# Parsing HTML and XML

In [1]:
import requests

In [2]:
resp_h5 = requests.get('https://www.google.com')
resp_h4 = requests.get('http://www.duckduckgo.com', allow_redirects=False)   # 301 redirect

In [3]:
html5_content = resp_h5.content
html4_content = resp_h4.content

In [4]:
html4_content

b'<html>\r\n<head><title>301 Moved Permanently</title></head>\r\n<body>\r\n<center><h1>301 Moved Permanently</h1></center>\r\n<hr><center>nginx</center>\r\n</body>\r\n</html>\r\n'

In [5]:
html5_content

b'<!doctype html><html itemscope="" itemtype="http://schema.org/WebPage" lang="en"><head><meta content="Search the world\'s information, including webpages, images, videos and more. Google has many special features to help you find exactly what you\'re looking for." name="description"><meta content="noodp" name="robots"><meta content="text/html; charset=UTF-8" http-equiv="Content-Type"><meta content="/logos/doodles/2021/day-of-the-dead-2021-6753651837109263-law.gif" itemprop="image"><meta content="Day of the Dead 2021" property="twitter:title"><meta content="Happy Day of the Dead 2021! #GoogleDoodle" property="twitter:description"><meta content="Happy Day of the Dead 2021! #GoogleDoodle" property="og:description"><meta content="summary_large_image" property="twitter:card"><meta content="@GoogleDoodles" property="twitter:site"><meta content="https://www.google.com/logos/doodles/2021/day-of-the-dead-2021-6753651837109263-2xa.gif" property="twitter:image"><meta content="https://www.google

## Parsing HTML using HTMLParser

In [6]:
from html.parser import HTMLParser

# create a subclass and override the handler methods
class MyHTMLParser(HTMLParser):
    def handle_starttag(self, tag, attrs):
        print("Encountered a start tag: {} (attrs {})".format(tag, attrs))

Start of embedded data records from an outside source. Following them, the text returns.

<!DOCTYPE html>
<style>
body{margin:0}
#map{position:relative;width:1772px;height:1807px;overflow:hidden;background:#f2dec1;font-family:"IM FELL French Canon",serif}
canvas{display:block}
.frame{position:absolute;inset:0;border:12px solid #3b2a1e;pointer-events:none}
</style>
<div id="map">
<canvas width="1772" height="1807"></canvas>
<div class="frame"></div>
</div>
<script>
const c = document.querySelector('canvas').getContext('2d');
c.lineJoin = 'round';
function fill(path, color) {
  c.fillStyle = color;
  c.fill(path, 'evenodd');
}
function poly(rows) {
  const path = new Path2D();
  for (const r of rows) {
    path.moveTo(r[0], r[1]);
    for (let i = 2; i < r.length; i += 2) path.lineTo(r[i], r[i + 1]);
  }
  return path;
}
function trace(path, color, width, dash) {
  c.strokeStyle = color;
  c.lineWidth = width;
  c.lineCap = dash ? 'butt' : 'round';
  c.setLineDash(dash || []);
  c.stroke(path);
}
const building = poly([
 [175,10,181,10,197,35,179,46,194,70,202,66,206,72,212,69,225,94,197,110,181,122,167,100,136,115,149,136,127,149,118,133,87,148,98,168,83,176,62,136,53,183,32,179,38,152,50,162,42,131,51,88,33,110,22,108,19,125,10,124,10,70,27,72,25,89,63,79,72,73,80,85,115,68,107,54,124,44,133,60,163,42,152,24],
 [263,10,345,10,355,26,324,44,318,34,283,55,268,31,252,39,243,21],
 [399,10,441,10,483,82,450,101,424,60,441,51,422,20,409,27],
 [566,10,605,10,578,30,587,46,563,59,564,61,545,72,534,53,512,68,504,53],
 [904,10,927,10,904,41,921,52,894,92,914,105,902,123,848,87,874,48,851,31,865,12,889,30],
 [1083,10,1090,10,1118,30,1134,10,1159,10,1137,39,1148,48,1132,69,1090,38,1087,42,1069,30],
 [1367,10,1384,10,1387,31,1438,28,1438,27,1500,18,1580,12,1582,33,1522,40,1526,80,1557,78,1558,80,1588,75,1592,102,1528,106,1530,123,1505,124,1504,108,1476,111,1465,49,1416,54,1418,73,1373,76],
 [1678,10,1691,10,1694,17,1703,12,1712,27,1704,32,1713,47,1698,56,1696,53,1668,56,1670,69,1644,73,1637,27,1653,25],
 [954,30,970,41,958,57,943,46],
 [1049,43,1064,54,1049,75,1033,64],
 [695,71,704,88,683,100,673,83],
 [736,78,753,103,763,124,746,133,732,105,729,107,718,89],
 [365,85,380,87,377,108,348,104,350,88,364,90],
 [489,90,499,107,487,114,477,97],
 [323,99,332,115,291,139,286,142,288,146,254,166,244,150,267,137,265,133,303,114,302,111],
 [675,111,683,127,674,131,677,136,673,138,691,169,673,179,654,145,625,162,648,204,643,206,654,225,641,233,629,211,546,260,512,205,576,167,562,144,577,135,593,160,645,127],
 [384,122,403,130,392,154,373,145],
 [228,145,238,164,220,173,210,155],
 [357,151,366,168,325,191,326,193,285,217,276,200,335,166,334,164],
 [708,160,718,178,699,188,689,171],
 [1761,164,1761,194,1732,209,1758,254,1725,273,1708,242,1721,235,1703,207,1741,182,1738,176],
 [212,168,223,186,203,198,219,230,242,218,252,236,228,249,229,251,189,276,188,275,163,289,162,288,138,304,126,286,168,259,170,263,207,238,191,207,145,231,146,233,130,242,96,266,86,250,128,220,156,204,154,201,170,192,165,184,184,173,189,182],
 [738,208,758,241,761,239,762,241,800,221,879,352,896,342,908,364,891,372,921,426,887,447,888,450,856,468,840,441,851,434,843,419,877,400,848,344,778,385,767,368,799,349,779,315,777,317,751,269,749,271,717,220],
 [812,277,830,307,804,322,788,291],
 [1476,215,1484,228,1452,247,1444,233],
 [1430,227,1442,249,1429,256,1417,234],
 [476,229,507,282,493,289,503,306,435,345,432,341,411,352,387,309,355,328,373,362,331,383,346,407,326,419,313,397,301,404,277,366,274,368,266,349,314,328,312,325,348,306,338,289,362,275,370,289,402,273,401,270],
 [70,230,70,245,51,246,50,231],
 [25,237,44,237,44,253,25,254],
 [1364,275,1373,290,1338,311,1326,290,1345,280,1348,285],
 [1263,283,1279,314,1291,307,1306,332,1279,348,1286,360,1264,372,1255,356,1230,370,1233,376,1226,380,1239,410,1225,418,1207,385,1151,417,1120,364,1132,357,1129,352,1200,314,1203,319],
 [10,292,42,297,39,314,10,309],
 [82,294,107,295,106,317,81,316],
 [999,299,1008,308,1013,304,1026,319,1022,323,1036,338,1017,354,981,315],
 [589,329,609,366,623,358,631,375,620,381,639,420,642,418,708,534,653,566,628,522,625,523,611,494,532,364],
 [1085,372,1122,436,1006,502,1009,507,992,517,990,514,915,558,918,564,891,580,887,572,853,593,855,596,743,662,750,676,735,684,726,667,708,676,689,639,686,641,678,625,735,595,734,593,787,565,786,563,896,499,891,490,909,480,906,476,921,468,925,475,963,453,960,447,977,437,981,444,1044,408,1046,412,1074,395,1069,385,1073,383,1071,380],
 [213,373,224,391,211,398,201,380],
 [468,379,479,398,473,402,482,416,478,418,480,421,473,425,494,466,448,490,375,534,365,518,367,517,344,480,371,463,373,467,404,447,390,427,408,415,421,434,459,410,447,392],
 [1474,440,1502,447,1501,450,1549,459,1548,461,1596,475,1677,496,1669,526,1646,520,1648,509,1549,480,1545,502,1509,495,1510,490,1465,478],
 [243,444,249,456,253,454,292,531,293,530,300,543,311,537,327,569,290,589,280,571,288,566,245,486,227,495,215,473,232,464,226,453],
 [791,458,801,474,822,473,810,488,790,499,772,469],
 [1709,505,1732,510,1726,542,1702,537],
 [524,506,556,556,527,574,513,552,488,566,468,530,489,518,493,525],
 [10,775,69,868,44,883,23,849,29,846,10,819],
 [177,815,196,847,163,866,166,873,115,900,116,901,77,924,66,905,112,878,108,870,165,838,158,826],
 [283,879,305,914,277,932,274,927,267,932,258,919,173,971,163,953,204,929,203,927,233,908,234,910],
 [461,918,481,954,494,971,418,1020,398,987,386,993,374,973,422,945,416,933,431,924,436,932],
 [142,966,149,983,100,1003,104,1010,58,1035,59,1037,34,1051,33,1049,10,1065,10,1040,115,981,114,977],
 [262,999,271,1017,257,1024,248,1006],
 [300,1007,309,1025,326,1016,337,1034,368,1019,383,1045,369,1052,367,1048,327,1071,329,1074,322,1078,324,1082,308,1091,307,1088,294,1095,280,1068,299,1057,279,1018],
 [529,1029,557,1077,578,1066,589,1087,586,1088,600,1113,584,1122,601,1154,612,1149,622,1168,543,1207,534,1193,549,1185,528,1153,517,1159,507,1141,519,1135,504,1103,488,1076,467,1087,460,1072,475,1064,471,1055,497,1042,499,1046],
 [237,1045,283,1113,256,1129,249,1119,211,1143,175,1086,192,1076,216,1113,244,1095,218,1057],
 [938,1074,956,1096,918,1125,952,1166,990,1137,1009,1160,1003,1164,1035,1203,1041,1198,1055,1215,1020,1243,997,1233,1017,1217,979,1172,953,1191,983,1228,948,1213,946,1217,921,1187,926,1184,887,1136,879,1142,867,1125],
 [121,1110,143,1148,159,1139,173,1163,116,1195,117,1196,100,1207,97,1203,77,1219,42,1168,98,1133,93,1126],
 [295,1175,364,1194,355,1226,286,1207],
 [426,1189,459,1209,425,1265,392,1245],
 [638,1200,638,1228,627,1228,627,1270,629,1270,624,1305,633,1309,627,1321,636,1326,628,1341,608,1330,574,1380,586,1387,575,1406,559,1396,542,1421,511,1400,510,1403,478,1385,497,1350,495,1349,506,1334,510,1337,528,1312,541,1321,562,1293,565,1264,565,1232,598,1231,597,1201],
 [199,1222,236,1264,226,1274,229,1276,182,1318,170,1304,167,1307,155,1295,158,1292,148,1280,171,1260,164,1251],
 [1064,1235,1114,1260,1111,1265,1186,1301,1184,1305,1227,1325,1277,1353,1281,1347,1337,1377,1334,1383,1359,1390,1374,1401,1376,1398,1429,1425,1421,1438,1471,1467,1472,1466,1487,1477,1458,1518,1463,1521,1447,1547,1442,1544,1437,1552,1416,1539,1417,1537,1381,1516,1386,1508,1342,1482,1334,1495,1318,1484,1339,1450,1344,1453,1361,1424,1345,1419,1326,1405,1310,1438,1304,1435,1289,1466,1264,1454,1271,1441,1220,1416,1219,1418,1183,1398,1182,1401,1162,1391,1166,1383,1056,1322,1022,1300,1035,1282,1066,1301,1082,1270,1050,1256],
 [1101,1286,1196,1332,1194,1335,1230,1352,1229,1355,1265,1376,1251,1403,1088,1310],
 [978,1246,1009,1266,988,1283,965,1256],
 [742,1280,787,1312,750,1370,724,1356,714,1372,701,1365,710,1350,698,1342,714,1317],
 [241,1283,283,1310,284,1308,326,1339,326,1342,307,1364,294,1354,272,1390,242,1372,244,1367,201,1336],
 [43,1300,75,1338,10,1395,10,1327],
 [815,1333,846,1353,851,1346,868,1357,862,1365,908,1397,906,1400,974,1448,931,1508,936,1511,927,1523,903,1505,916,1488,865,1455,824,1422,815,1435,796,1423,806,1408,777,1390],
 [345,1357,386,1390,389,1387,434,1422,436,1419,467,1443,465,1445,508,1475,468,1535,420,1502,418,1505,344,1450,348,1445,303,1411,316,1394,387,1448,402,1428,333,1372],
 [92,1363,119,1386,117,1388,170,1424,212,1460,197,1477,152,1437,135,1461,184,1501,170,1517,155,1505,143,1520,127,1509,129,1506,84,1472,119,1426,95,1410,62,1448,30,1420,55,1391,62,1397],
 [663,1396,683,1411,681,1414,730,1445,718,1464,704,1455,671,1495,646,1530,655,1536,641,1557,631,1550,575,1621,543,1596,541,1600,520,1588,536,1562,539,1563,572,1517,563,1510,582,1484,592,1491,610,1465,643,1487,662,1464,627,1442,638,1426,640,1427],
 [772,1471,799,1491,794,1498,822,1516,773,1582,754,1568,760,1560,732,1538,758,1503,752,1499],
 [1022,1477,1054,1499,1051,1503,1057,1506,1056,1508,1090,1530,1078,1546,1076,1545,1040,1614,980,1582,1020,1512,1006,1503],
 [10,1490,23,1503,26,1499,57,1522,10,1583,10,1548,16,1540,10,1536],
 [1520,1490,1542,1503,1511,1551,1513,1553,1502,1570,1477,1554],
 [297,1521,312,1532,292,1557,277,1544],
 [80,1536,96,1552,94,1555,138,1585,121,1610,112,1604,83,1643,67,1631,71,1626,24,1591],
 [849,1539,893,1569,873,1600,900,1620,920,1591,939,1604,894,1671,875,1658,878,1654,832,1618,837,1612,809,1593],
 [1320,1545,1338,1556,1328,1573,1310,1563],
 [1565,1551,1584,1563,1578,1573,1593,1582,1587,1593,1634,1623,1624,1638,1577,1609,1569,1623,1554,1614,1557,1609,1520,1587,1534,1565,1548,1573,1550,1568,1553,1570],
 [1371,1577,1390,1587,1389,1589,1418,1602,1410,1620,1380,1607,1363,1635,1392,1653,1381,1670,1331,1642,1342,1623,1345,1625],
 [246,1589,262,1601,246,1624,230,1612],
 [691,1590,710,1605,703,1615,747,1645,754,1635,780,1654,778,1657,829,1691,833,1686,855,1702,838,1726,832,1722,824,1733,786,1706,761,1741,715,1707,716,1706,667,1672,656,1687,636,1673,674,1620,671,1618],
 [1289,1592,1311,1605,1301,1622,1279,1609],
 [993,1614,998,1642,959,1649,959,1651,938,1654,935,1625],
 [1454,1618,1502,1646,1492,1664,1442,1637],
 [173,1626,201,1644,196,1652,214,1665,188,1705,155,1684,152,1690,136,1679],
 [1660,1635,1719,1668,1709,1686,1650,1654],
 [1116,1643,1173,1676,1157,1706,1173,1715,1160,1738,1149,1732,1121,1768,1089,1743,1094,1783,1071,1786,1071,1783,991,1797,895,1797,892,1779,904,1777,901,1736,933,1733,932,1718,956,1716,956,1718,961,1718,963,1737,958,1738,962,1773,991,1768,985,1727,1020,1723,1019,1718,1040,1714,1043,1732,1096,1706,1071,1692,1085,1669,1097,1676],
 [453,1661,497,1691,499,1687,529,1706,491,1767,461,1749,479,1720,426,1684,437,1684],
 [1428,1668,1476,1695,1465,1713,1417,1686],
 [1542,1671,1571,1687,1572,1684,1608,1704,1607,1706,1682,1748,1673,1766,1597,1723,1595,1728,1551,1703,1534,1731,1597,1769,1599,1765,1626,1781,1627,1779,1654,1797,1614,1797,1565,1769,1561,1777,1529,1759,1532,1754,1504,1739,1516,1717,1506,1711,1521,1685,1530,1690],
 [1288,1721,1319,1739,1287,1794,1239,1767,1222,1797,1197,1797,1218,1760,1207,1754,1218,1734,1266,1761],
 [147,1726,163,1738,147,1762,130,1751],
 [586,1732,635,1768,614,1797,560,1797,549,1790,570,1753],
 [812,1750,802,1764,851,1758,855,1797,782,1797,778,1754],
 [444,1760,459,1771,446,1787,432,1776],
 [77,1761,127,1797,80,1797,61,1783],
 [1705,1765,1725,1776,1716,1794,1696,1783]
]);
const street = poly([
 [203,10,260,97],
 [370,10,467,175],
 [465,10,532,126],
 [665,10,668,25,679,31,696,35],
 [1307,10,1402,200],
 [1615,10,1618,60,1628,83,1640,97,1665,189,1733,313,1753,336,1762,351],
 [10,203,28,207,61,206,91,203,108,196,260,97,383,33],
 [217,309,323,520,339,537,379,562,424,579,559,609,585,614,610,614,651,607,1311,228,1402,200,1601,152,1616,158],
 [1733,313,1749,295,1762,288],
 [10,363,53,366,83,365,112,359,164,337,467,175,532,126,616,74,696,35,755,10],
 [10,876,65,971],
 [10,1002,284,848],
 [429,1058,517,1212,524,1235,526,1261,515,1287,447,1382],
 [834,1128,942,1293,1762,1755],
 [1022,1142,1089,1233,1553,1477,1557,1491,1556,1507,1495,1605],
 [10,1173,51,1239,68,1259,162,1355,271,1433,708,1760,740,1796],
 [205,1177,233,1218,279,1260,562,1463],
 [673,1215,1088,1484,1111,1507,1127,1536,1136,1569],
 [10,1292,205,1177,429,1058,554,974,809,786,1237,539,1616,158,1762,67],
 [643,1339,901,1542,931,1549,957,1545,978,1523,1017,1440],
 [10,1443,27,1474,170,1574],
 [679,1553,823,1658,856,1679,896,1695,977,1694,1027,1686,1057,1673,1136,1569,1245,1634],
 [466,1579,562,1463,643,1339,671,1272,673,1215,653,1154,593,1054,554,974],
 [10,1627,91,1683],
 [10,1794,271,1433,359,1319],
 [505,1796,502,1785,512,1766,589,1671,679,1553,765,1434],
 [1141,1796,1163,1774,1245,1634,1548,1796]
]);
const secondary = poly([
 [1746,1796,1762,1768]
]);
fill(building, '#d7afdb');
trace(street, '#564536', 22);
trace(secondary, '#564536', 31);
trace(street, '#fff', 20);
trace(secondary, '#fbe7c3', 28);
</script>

    def handle_endtag(self, tag):
        print("Encountered a end tag: {}".format(tag))

    def handle_data(self, data):
        '''Do nothing here'''

In [7]:
parser = MyHTMLParser()
parser.feed(str(html4_content))

Encountered a start tag: html (attrs [])
Encountered a start tag: head (attrs [])
Encountered a start tag: title (attrs [])
Encountered a end tag: title
Encountered a end tag: head
Encountered a start tag: body (attrs [])
Encountered a start tag: center (attrs [])
Encountered a start tag: h1 (attrs [])
Encountered a end tag: h1
Encountered a end tag: center
Encountered a start tag: hr (attrs [])
Encountered a start tag: center (attrs [])
Encountered a end tag: center
Encountered a end tag: body
Encountered a end tag: html


In [8]:
parser.feed(str(html5_content))

Encountered a start tag: html (attrs [('itemscope', ''), ('itemtype', 'http://schema.org/WebPage'), ('lang', 'en')])
Encountered a start tag: head (attrs [])
Encountered a start tag: meta (attrs [('content', "Search the world\\'s information, including webpages, images, videos and more. Google has many special features to help you find exactly what you\\'re looking for."), ('name', 'description')])
Encountered a start tag: meta (attrs [('content', 'noodp'), ('name', 'robots')])
Encountered a start tag: meta (attrs [('content', 'text/html; charset=UTF-8'), ('http-equiv', 'Content-Type')])
Encountered a start tag: meta (attrs [('content', '/logos/doodles/2021/day-of-the-dead-2021-6753651837109263-law.gif'), ('itemprop', 'image')])
Encountered a start tag: meta (attrs [('content', 'Day of the Dead 2021'), ('property', 'twitter:title')])
Encountered a start tag: meta (attrs [('content', 'Happy Day of the Dead 2021! #GoogleDoodle'), ('property', 'twitter:description')])
Encountered a start 

## Parsing (bad) HTML using BeautifulSoup

In [9]:
!pip install -U beautifulsoup4

Looking in links: /home/rick446/src/wheelhouse
Collecting beautifulsoup4
  Downloading beautifulsoup4-4.10.0-py3-none-any.whl (97 kB)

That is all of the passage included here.